To the Shareholders of Unitil Corporation:

We have audited the consolidated balance sheet and consolidated statement of
capitalization of Unitil Corporation and subsidiaries as of December 31, 2002
and the related consolidated statement of earnings, cash flows and changes in
common stock equity for the year then ended, included in the 2002 annual report
on Form 10K and incorporated by reference in this Form U5S. These financial
statements are the responsibility of the Company's management. Our
responsibility is to express an opinion on these financial statements based on
our audit.

We conducted our audit in accordance with auditing standards generally accepted
in the United States of America. Those standards require that we plan and
perform the audit to obtain reasonable assurance about whether the financial
statements are free of material misstatement. An audit includes examining, on a
test basis, evidence supporting the amounts and disclosures in the financial
statements. An audit also includes assessing the accounting principles used and
significant estimates made by management, as well as evaluating the overall
financial statement presentation. We believe that our audit provides a
reasonable basis for our opinion.

In our opinion, the financial statements referred to above present fairly, in
all material respects, the consolidated financial position of Unitil Corporation
and subsidiaries as of December 31, 2002, and the consolidated results of their
operations and their consolidated cash flows for the year then ended, in
conformity with accounting principles generally accepted in the United States of
America.




                                                          /s/ GRANT THORNTON LLP




Boston, Massachusetts
February 7, 2003


                                       41




                                   SIGNATURES


Each undersigned System company has duly caused this annual report to be signed
on its behalf by the undersigned, thereunto duly authorized pursuant to the
requirements of the Public Utility Holding Company Act of 1935.

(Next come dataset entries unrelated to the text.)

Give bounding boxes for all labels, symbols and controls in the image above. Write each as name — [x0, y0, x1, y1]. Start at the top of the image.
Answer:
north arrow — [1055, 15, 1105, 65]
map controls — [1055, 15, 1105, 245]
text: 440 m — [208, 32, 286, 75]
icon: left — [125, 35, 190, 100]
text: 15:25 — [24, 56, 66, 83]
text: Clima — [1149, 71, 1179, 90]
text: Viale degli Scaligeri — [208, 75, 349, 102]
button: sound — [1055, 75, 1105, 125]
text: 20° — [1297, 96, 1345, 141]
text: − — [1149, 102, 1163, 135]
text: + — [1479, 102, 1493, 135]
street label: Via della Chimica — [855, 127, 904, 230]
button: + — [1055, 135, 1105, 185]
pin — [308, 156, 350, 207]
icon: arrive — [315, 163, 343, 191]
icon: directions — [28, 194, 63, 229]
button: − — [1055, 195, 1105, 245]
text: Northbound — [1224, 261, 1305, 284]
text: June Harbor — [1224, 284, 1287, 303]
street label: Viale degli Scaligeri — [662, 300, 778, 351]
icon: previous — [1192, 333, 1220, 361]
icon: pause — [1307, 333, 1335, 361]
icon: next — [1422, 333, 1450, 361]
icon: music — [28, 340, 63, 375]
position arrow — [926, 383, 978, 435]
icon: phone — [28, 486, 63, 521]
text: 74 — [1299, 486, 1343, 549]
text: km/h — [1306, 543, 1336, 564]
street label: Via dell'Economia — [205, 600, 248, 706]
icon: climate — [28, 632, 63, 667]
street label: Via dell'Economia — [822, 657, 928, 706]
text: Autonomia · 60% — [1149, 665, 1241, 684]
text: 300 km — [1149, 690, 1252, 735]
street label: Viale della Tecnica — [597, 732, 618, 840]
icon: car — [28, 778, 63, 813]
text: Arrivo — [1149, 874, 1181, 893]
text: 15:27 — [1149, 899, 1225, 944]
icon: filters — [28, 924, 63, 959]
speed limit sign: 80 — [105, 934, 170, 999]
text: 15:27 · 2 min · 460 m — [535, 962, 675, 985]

                               UNITIL CORPORATION

                          By /s/ Robert G. Schoenberger
                             --------------------------
                             Robert G. Schoenberger
                             Chairman of the Board &
                             Chief Executive Officer


                             UNITIL RESOURCES, INC.,
                                  USOURCE, INC.

                          By /s/ Robert G. Schoenberger
                             --------------------------
                             Robert G. Schoenberger
                                    President


                              UNITIL SERVICE CORP.

                              By /s/ Mark H. Collin
                                 ------------------
                                 Mark H. Collin
                                    Treasurer


                               UNITIL REALTY CORP.

                              By /s/ Mark H. Collin
                                 ------------------
                                 Mark H. Collin
                                    Treasurer


                           UNITIL ENERGY SYSTEMS, INC.
                    FITCHBURG GAS AND ELECTRIC LIGHT COMPANY.

                          By /s/ Robert G. Schoenberger
                             --------------------------
                             Robert G. Schoenberger
                                    President


                               UNITIL POWER CORP.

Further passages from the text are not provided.